My heart sank into the pit of my stomach as I looked back toward her as she played with one of her dolls that was always left in the car. That was the last question I’d expected to come from her. I knew down the line I’d have to address that question. I’d played that conversation over and over again in my head for the past five years.
“What makes you ask that?” I responded, trying to sound as calm as I could, even though my heart was beating as if it were ready to burst from my chest.
“Well, at camp we are making Father’s Day cards for everyone’s dads, and I told Mia and Randy I didn’t have a dad to make a card for, and they told me that everyone had a dad, and I didn’t know that. I thought some people just had mamas, so now I’m just wondering who my dad is if everyone has dads.”
Freaking Mia and Randy. The two devil children.
“That’s a very good question, sweetheart, and we should talk about it later when we get home, okay?”
“Okay, Mama. I hope I get to meet him one day. I want to tell him I love him like I love you.”
My already shattered heart crumbled into even more pieces than ever before.
“I love you, Reesey Pieces,” I choked out, fighting the tears that were sitting at the back of my eyes.
“Love you, too, Mama.”
Thankfully, she didn’t bring the topic up again that night. After dinner, she headed to her bedroom to play with her toys, and I cleaned up the kitchen and gathered the garbage to take out to the trash bins outside.
As I walked outside, Abigail was walking in and gave me the brightest smile. “Hey, Emery.
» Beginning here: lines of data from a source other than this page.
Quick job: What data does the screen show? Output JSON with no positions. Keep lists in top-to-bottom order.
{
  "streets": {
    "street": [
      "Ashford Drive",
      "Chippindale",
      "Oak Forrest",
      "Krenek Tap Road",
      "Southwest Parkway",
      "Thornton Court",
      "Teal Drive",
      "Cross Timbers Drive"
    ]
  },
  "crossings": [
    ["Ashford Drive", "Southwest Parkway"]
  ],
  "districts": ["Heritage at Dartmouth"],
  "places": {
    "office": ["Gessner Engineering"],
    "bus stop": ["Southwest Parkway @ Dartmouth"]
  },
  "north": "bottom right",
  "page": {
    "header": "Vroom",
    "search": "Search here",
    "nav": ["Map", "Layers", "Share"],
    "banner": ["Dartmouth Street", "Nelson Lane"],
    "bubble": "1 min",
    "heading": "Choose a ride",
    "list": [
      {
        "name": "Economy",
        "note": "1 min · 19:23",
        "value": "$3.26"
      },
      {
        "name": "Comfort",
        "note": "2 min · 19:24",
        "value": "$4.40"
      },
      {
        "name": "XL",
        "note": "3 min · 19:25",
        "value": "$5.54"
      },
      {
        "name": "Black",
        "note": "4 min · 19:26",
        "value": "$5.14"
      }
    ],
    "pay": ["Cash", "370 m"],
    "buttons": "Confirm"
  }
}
How are you—” Her words faded when her eyes met mine. “Oh no, what’s wrong?”
The mother shield I’d been carrying on my shoulders began to crack as my shoulders dropped and my chest burned. “Just one of those days.”
“What happened?”
“I lost my job today due to the craziness that took place at the bar last night. I don’t know how I’m going to keep things together. We were already living paycheck to paycheck, and I made the stupid decision to spend a big part of my savings on summer camp for Reese. Now, things are even tighter, and I’m out two jobs and it seems like the world is spiraling.”
“Oh, sweetheart. If you need help—”
“No, truly. It’s fine. I’ll figure it out. Thank you, though. To add flames to the fire, Reese asked about her father today.”
Abigail grimaced and nodded in understanding. She knew my life story inside and out. Heck, she was there for me more than my own mother was when my world turned upside down five years ago.
“She’s getting to that age where she’ll start wondering about these kinds of things,” she said. “Especially if she’s surrounded by other kids who are living different kinds of lifestyles.”
“Better lifestyles,” I sighed.
“No life is better than another. They are all just uniquely different.”
“I don’t even know what to say to her. How to even bring it up. Heck, I can hardly bring it up to myself without getting emotional about it.”
Abigail placed a comforting hand against my shoulder and gave me one of her sincere smiles. “Speak when you’re ready. Your daughter will be willing to listen when you’re able to tell it. Until then, just let her know that she has a mama who loves her. You’re doing great, Emery. Just know that, even on the days when it feels like you’re not.”